Una volta bloccata la connessione al mare, iniziò la fase di prosciugamento e bonifica. La tecnica principale consisteva nel costruire argini interni e pompe per rimuovere l'acqua, trasformando il fondo dell'ex-baia in nuova terra coltivabile: i cosiddetti polder. I polder servirono per ampliare le superfici agricole, creare aree urbane e migliorare la difesa dalle inondazioni complessive, poiché il volume del bacino d'acqua si ridusse e fu più facilmente gestibile.

  • Esempi importanti di polder realizzati nel XX secolo includono il Wieringermeer, il Noordoostpolder e le bonifiche che formarono l'attuale provincia di Flevoland (con l'Oostelijk e il Zuidelijk Flevoland).
  • Questi lavori furono eseguiti in più fasi tra gli anni '30 e gli anni '60 del secolo scorso, creando decine di migliaia di ettari di nuova terra.

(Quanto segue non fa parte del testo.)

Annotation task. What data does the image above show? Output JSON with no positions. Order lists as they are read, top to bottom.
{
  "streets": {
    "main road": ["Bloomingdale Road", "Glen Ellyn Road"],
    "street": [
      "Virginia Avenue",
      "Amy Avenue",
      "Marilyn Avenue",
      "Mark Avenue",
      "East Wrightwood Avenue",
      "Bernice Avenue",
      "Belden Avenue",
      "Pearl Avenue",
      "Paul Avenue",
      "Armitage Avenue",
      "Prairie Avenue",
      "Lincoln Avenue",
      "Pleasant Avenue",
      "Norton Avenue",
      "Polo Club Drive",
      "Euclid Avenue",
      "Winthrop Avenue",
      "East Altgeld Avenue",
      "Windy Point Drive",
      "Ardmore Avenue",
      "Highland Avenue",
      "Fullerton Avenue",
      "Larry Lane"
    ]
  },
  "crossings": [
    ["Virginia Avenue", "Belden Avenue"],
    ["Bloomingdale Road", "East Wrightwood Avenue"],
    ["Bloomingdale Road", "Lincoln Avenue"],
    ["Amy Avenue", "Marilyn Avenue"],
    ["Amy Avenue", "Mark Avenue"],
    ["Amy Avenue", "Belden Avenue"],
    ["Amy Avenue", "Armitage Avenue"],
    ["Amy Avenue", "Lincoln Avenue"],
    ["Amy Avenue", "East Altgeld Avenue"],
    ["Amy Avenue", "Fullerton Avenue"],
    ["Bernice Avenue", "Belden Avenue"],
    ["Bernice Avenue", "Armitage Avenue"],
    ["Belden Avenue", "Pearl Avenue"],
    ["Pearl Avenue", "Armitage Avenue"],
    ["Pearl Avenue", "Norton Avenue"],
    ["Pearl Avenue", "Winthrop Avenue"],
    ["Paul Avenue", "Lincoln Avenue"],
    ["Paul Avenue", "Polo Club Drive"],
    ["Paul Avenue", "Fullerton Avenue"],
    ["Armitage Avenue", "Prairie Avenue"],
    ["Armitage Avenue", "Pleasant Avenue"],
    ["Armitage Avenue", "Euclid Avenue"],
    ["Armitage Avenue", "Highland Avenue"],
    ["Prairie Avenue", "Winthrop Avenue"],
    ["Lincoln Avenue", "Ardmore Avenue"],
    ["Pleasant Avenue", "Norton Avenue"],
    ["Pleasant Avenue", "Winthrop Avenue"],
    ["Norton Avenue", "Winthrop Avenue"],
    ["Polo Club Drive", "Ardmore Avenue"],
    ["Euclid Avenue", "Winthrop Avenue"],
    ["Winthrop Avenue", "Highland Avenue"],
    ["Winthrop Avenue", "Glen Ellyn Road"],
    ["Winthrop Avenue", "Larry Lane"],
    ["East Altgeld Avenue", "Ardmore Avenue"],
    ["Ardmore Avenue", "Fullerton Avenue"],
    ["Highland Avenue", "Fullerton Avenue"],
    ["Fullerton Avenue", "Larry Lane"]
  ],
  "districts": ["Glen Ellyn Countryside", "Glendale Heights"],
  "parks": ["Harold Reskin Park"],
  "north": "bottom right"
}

Opere di regolazione idrica e navigazione

L'Afsluitdijk non è solo una diga: alle sue estremità e in punti chiave sono presenti sistemi per regolare i livelli idrici e permettere il traffico marittimo e fluviale. Ci sono cancelli e chiuse alle estremità dell'Afsluitdijk; i cancelli, chiamati chiuse, possono essere aperti per far passare le navi. Le chiuse consentono inoltre di scaricare l'eccesso di acqua dall'IJsselmeer verso il Mare del Nord: senza questi sfoghi il livello del lago salirebbe continuamente, con il rischio di allagamenti della campagna circostante, poiché laghi, fiumi e polder continuano a immettere acqua nel bacino.

Impatto sociale, economico e ambientale

I Zuiderzeewerken hanno avuto conseguenze profonde:

  • Protezione delle comunità interne dalle inondazioni e sviluppo di vaste aree agricole e urbane, con nuove città pianificate e una più efficace gestione delle risorse idriche.
  • Profonde trasformazioni per l'economia locale: la pesca tradizionale della Zuiderzee venne in parte ridimensionata, mentre si svilupparono nuove attività agricole e industriali sui polder.
  • Importanti cambiamenti ecologici: il passaggio da un ambiente marino salmastro a un grande bacino d'acqua dolce modificò gli habitat e le specie presenti, creando nuove sfide per la conservazione e la gestione ambientale.

Eredità e importanza contemporanea

Oggi i Zuiderzeewerken rimangono un esempio di ingegneria idraulica e pianificazione del territorio. Le opere richiedono manutenzione continua e aggiornamenti per rispondere alle pressioni attuali, come l'innalzamento del livello del mare e i cambiamenti climatici. Gli argini, i sistemi di pompaggio e le chiuse sono parte di una rete complessa che continua a proteggere vaste aree dei Paesi Bassi e a fornire risorse idriche e terreni coltivabili alla nazione.

Le vicende legate all'Afsluitdijk e ai polder sono oggi anche oggetto di studi storici, ingegneristici e ambientali, nonché di iniziative di conservazione e valorizzazione turistica delle zone interessate, dove è possibile osservare da vicino l'imponente lavoro umano che ha trasformato il paesaggio olandese.